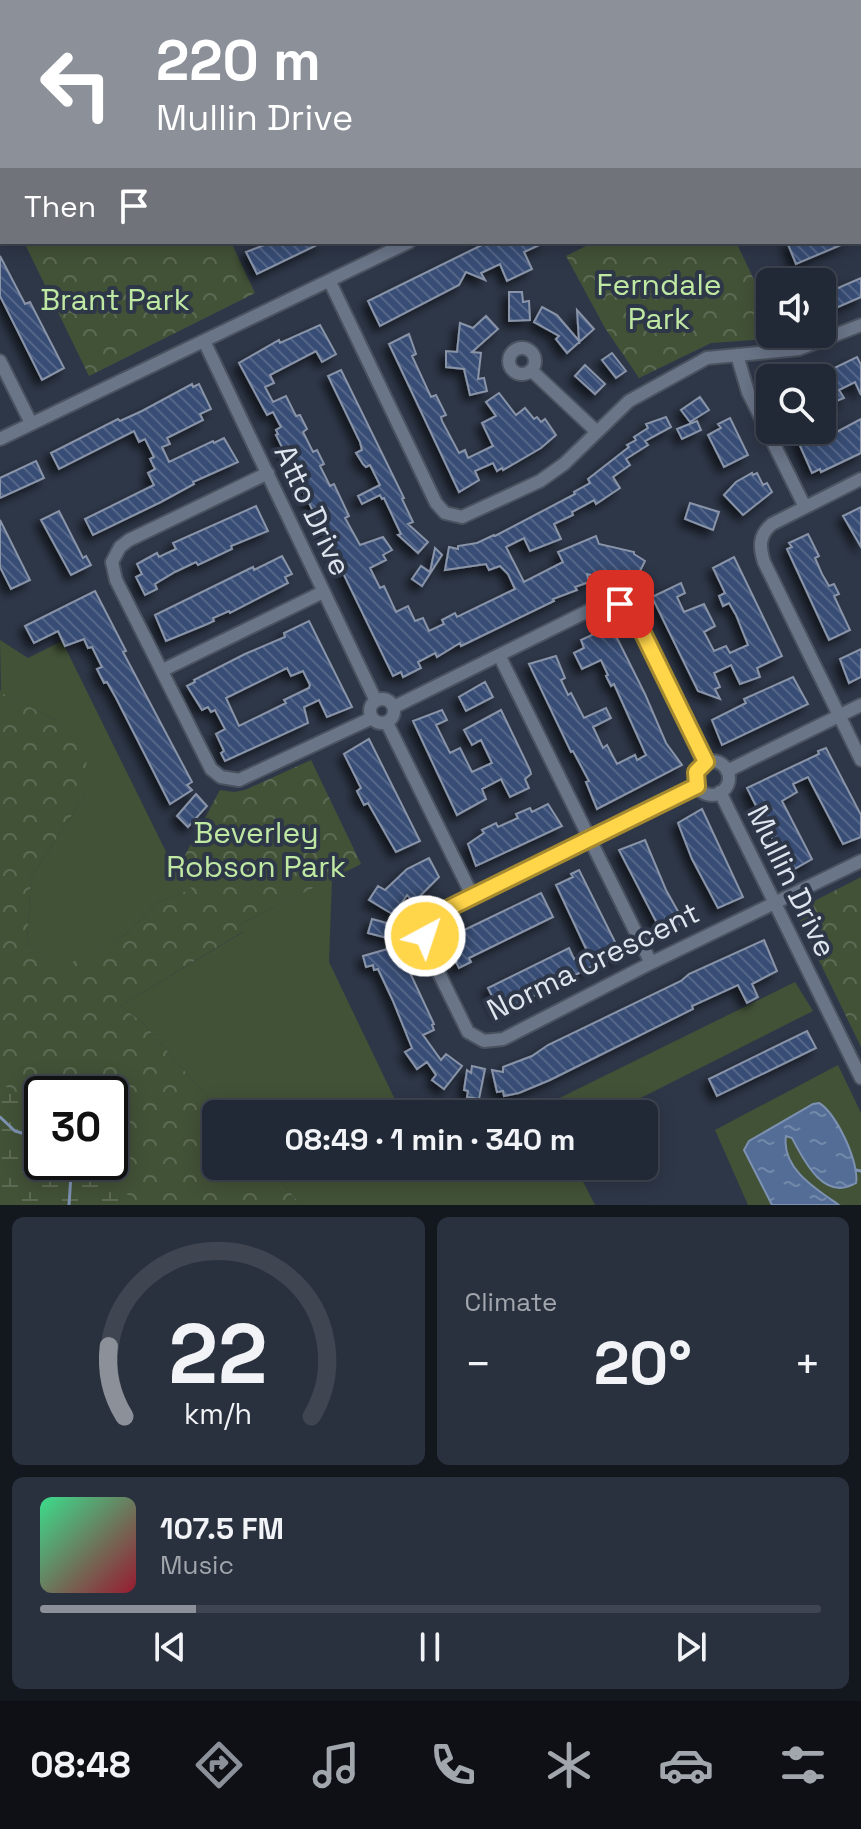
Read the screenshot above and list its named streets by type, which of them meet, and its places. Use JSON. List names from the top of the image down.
{
  "streets": {
    "street": ["Atto Drive", "Mullin Drive", "Norma Crescent"]
  },
  "crossings": [
    ["Mullin Drive", "Norma Crescent"]
  ],
  "parks": ["Ferndale Park", "Brant Park", "Beverley Robson Park"],
  "page": {
    "turn": ["220 m", "Mullin Drive"],
    "then": "Then",
    "limit": "30",
    "trip": "08:49 · 1 min · 340 m",
    "tile": "Climate",
    "heat": ["−", "20°", "+"],
    "song": ["107.5 FM", "Music"],
    "tabs": "08:48",
    "gauge": ["22", "km/h"]
  }
}
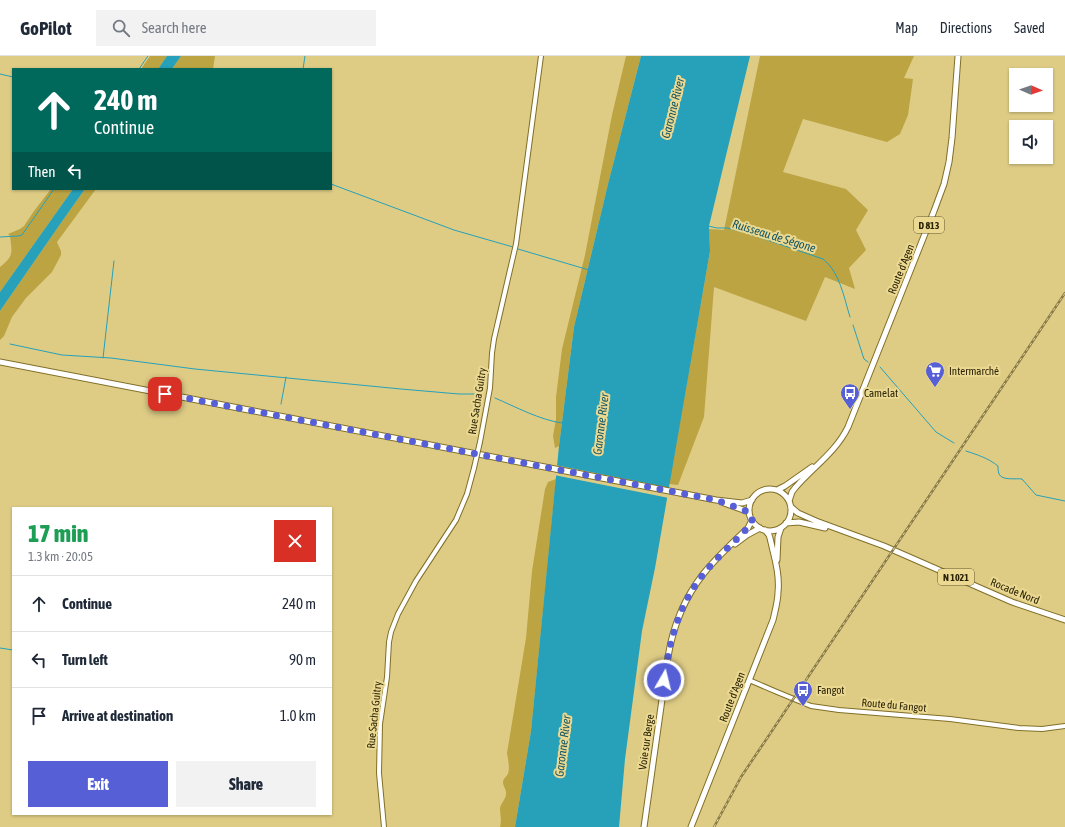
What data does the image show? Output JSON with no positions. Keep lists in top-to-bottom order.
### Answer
{
  "streets": {
    "main road": [
      "D 813",
      "Route d'Agen",
      "N 1021",
      "Rocade Nord",
      "Voie sur Berge"
    ],
    "street": ["Rue Sacha Guitry", "Route du Fangot"]
  },
  "crossings": [
    ["Route d'Agen", "N 1021"],
    ["Route d'Agen", "Route du Fangot"],
    ["N 1021", "Rocade Nord"]
  ],
  "water": ["Garonne River", "Ruisseau de Ségone"],
  "places": {
    "supermarket": ["Intermarché"],
    "bus stop": ["Camelat", "Fangot"]
  },
  "north": "right",
  "page": {
    "header": "GoPilot",
    "search": "Search here",
    "nav": ["Map", "Directions", "Saved"],
    "turn": ["240 m", "Continue"],
    "then": "Then",
    "heading": ["17 min", "1.3 km · 20:05"],
    "list": [
      {
        "name": "Continue",
        "value": "240 m"
      },
      {
        "name": "Turn left",
        "value": "90 m"
      },
      {
        "name": "Arrive at destination",
        "value": "1.0 km"
      }
    ],
    "buttons": ["Exit", "Share"]
  }
}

-=-=-

_INSTRUCTIONS TO FOLLOW_
Verbatim output of every entry above is required, though pictures are to be left out.

_EXPECTED OUTPUT_
Read the screenshot above and list its named streets by type, which of them meet, and its places. Use JSON. List names from the top of the image down.
{
  "streets": {
    "street": ["Atto Drive", "Mullin Drive", "Norma Crescent"]
  },
  "crossings": [
    ["Mullin Drive", "Norma Crescent"]
  ],
  "parks": ["Ferndale Park", "Brant Park", "Beverley Robson Park"],
  "page": {
    "turn": ["220 m", "Mullin Drive"],
    "then": "Then",
    "limit": "30",
    "trip": "08:49 · 1 min · 340 m",
    "tile": "Climate",
    "heat": ["−", "20°", "+"],
    "song": ["107.5 FM", "Music"],
    "tabs": "08:48",
    "gauge": ["22", "km/h"]
  }
}
What data does the image show? Output JSON with no positions. Keep lists in top-to-bottom order.
### Answer
{
  "streets": {
    "main road": [
      "D 813",
      "Route d'Agen",
      "N 1021",
      "Rocade Nord",
      "Voie sur Berge"
    ],
    "street": ["Rue Sacha Guitry", "Route du Fangot"]
  },
  "crossings": [
    ["Route d'Agen", "N 1021"],
    ["Route d'Agen", "Route du Fangot"],
    ["N 1021", "Rocade Nord"]
  ],
  "water": ["Garonne River", "Ruisseau de Ségone"],
  "places": {
    "supermarket": ["Intermarché"],
    "bus stop": ["Camelat", "Fangot"]
  },
  "north": "right",
  "page": {
    "header": "GoPilot",
    "search": "Search here",
    "nav": ["Map", "Directions", "Saved"],
    "turn": ["240 m", "Continue"],
    "then": "Then",
    "heading": ["17 min", "1.3 km · 20:05"],
    "list": [
      {
        "name": "Continue",
        "value": "240 m"
      },
      {
        "name": "Turn left",
        "value": "90 m"
      },
      {
        "name": "Arrive at destination",
        "value": "1.0 km"
      }
    ],
    "buttons": ["Exit", "Share"]
  }
}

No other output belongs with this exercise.